▸ WORK INSTRUCTIONS
Go through the data below and copy each line where the word "margin" occurs.
-=-=-
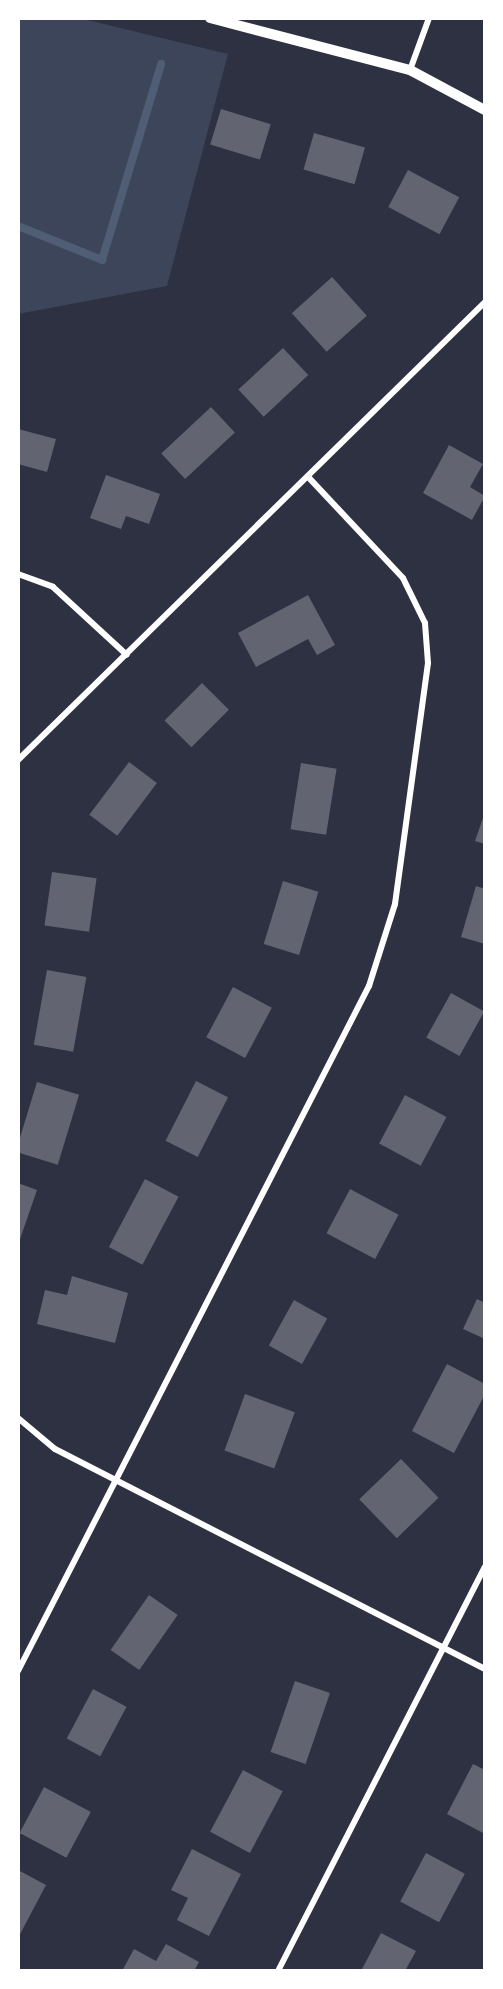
<!DOCTYPE html>
<html>
<head>
<meta charset="utf-8">
<style>
	body { margin:0 }
	#map { position:relative; width:503px; height:1989px; overflow:hidden; background:#2d3142; font-family:Helvetica,sans-serif }
	div>[style] { position:absolute }
	[style*='--x'] { left:calc(var(--x)*1px); top:calc(var(--y)*1px); width:calc(var(--w)*1px); rotate:calc(var(--a)*1deg) }
	.green>* { inset:0; background:#3c4559 }
	.stream>* { height:8px; margin:-4px; padding:0 4px; transform-origin:4px; border-radius:4px; background:#4f5d75 }
	.building>* { inset:0; background:#626471; transform-origin:0 0 }
	.minor>* { height:6px; margin:-3px; padding:0 3px; transform-origin:3px; border-radius:3px; background:#fff }
	.tertiary>* { height:10px; margin:-5px; padding:0 5px; transform-origin:5px; border-radius:5px; background:#fff }
	span { translate:-50% -50%; white-space:nowrap; text-align:center; line-height:1.15; -webkit-text-stroke:5px #fff; paint-order:stroke }
	.frame { position:absolute; inset:0; border:20px solid #fff; pointer-events:none }
</style>
</head>
<body>
<div id="map">
	<div class="green">
		<div style="clip-path:polygon(18px 18px,79px 18px,228px 54px,167px 286px,18px 314px)"></div>
	</div>
	<div class="stream">
		<div style="--x:18;--y:226;--w:91;--a:22"></div>
		<div style="--x:102;--y:260;--w:205;--a:-73.2"></div>
	</div>
	<div class="building">
		<div style="left:221px;top:109px;width:52px;height:37px;rotate:17deg"></div>
		<div style="left:314px;top:133px;width:53px;height:38px;rotate:16deg"></div>
		<div style="left:408px;top:170px;width:58px;height:42px;rotate:28deg"></div>
		<div style="left:332px;top:277px;width:52px;height:54px;rotate:48deg"></div>
		<div style="left:283px;top:348px;width:37px;height:61px;rotate:47deg"></div>
		<div style="left:211px;top:407px;width:35px;height:68px;rotate:47deg"></div>
		<div style="clip-path:polygon(18px 429px,56px 439px,47px 472px,18px 464px)"></div>
		<div style="clip-path:polygon(449px 445px,483px 464px,470px 487px,485px 496px,472px 520px,423px 493px)"></div>
		<div style="clip-path:polygon(106px 475px,160px 494px,149px 524px,126px 516px,121px 529px,90px 518px)"></div>
		<div style="clip-path:polygon(308px 595px,335px 645px,317px 655px,308px 639px,256px 667px,238px 633px)"></div>
		<div style="left:202px;top:683px;width:38px;height:53px;rotate:45deg"></div>
		<div style="left:129px;top:762px;width:35px;height:66px;rotate:37deg"></div>
		<div style="left:301px;top:763px;width:36px;height:67px;rotate:9deg"></div>
		<div style="clip-path:polygon(485px 812px,485px 844px,475px 841px)"></div>
		<div style="left:52px;top:872px;width:45px;height:54px;rotate:8deg"></div>
		<div style="left:283px;top:881px;width:37px;height:66px;rotate:17deg"></div>
		<div style="clip-path:polygon(476px 886px,485px 889px,485px 944px,461px 937px)"></div>
		<div style="left:47px;top:970px;width:40px;height:76px;rotate:10deg"></div>
		<div style="left:233px;top:987px;width:44px;height:57px;rotate:28deg"></div>
		<div style="left:451px;top:993px;width:38px;height:51px;rotate:29deg"></div>
		<div style="left:196px;top:1081px;width:36px;height:67px;rotate:27deg"></div>
		<div style="left:37px;top:1082px;width:44px;height:73px;rotate:17deg"></div>
		<div style="left:405px;top:1095px;width:47px;height:55px;rotate:28deg"></div>
		<div style="left:145px;top:1179px;width:38px;height:77px;rotate:28deg"></div>
		<div style="clip-path:polygon(18px 1183px,37px 1190px,18px 1245px)"></div>
		<div style="left:350px;top:1189px;width:55px;height:50px;rotate:28deg"></div>
		<div style="clip-path:polygon(72px 1276px,128px 1293px,115px 1343px,37px 1324px,45px 1290px,67px 1295px)"></div>
		<div style="clip-path:polygon(485px 1298px,485px 1339px,463px 1329px,477px 1299px,483px 1302px)"></div>
		<div style="left:294px;top:1300px;width:38px;height:52px;rotate:29deg"></div>
		<div style="clip-path:polygon(447px 1364px,485px 1384px,485px 1394px,454px 1453px,412px 1431px)"></div>
		<div style="left:245px;top:1394px;width:53px;height:60px;rotate:20deg"></div>
		<div style="left:401px;top:1459px;width:54px;height:58px;rotate:46deg"></div>
		<div style="left:149px;top:1595px;width:35px;height:67px;rotate:35deg"></div>
		<div style="left:295px;top:1681px;width:37px;height:75px;rotate:19deg"></div>
		<div style="left:93px;top:1689px;width:38px;height:56px;rotate:28deg"></div>
		<div style="clip-path:polygon(473px 1764px,485px 1770px,485px 1834px,447px 1814px)"></div>
		<div style="left:243px;top:1770px;width:45px;height:70px;rotate:28deg"></div>
		<div style="left:44px;top:1787px;width:53px;height:52px;rotate:28deg"></div>
		<div style="clip-path:polygon(192px 1849px,241px 1874px,209px 1936px,177px 1920px,188px 1898px,171px 1890px)"></div>
		<div style="left:426px;top:1853px;width:44px;height:55px;rotate:28deg"></div>
		<div style="clip-path:polygon(18px 1870px,46px 1885px,18px 1938px)"></div>
		<div style="clip-path:polygon(381px 1933px,416px 1951px,405px 1971px,361px 1971px)"></div>
		<div style="clip-path:polygon(166px 1944px,199px 1962px,194px 1971px,122px 1971px,134px 1949px,156px 1961px)"></div>
	</div>
	<div class="minor">
		<div style="--x:410;--y:70;--w:55;--a:-69.9"></div>
		<div style="--x:18;--y:574;--w:37;--a:20"></div>
		<div style="--x:53;--y:587;--w:100;--a:42.6"></div>
		<div style="--x:18;--y:760;--w:654;--a:-44.44"></div>
		<div style="--x:18;--y:1418;--w:48;--a:40"></div>
		<div style="--x:55;--y:1449;--w:483;--a:27.1"></div>
		<div style="--x:18;--y:1671;--w:770;--a:-62.87"></div>
		<div style="--x:369;--y:986;--w:86;--a:-72.4"></div>
		<div style="--x:395;--y:904;--w:243;--a:-82.2"></div>
		<div style="--x:428;--y:663;--w:40;--a:-94.3"></div>
		<div style="--x:425;--y:623;--w:50;--a:-116.1"></div>
		<div style="--x:403;--y:578;--w:139;--a:-133.2"></div>
		<div style="--x:278;--y:1971;--w:454;--a:-62.9"></div>
	</div>
	<div class="tertiary">
		<div style="--x:210;--y:18;--w:207;--a:14.6"></div>
		<div style="--x:410;--y:70;--w:85;--a:28.1"></div>
	</div>
	<div class="frame"></div>
</div>
</body>
</html>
-=-=-
▸ TASK RESULT
	body { margin:0 }
	.stream>* { height:8px; margin:-4px; padding:0 4px; transform-origin:4px; border-radius:4px; background:#4f5d75 }
	.minor>* { height:6px; margin:-3px; padding:0 3px; transform-origin:3px; border-radius:3px; background:#fff }
	.tertiary>* { height:10px; margin:-5px; padding:0 5px; transform-origin:5px; border-radius:5px; background:#fff }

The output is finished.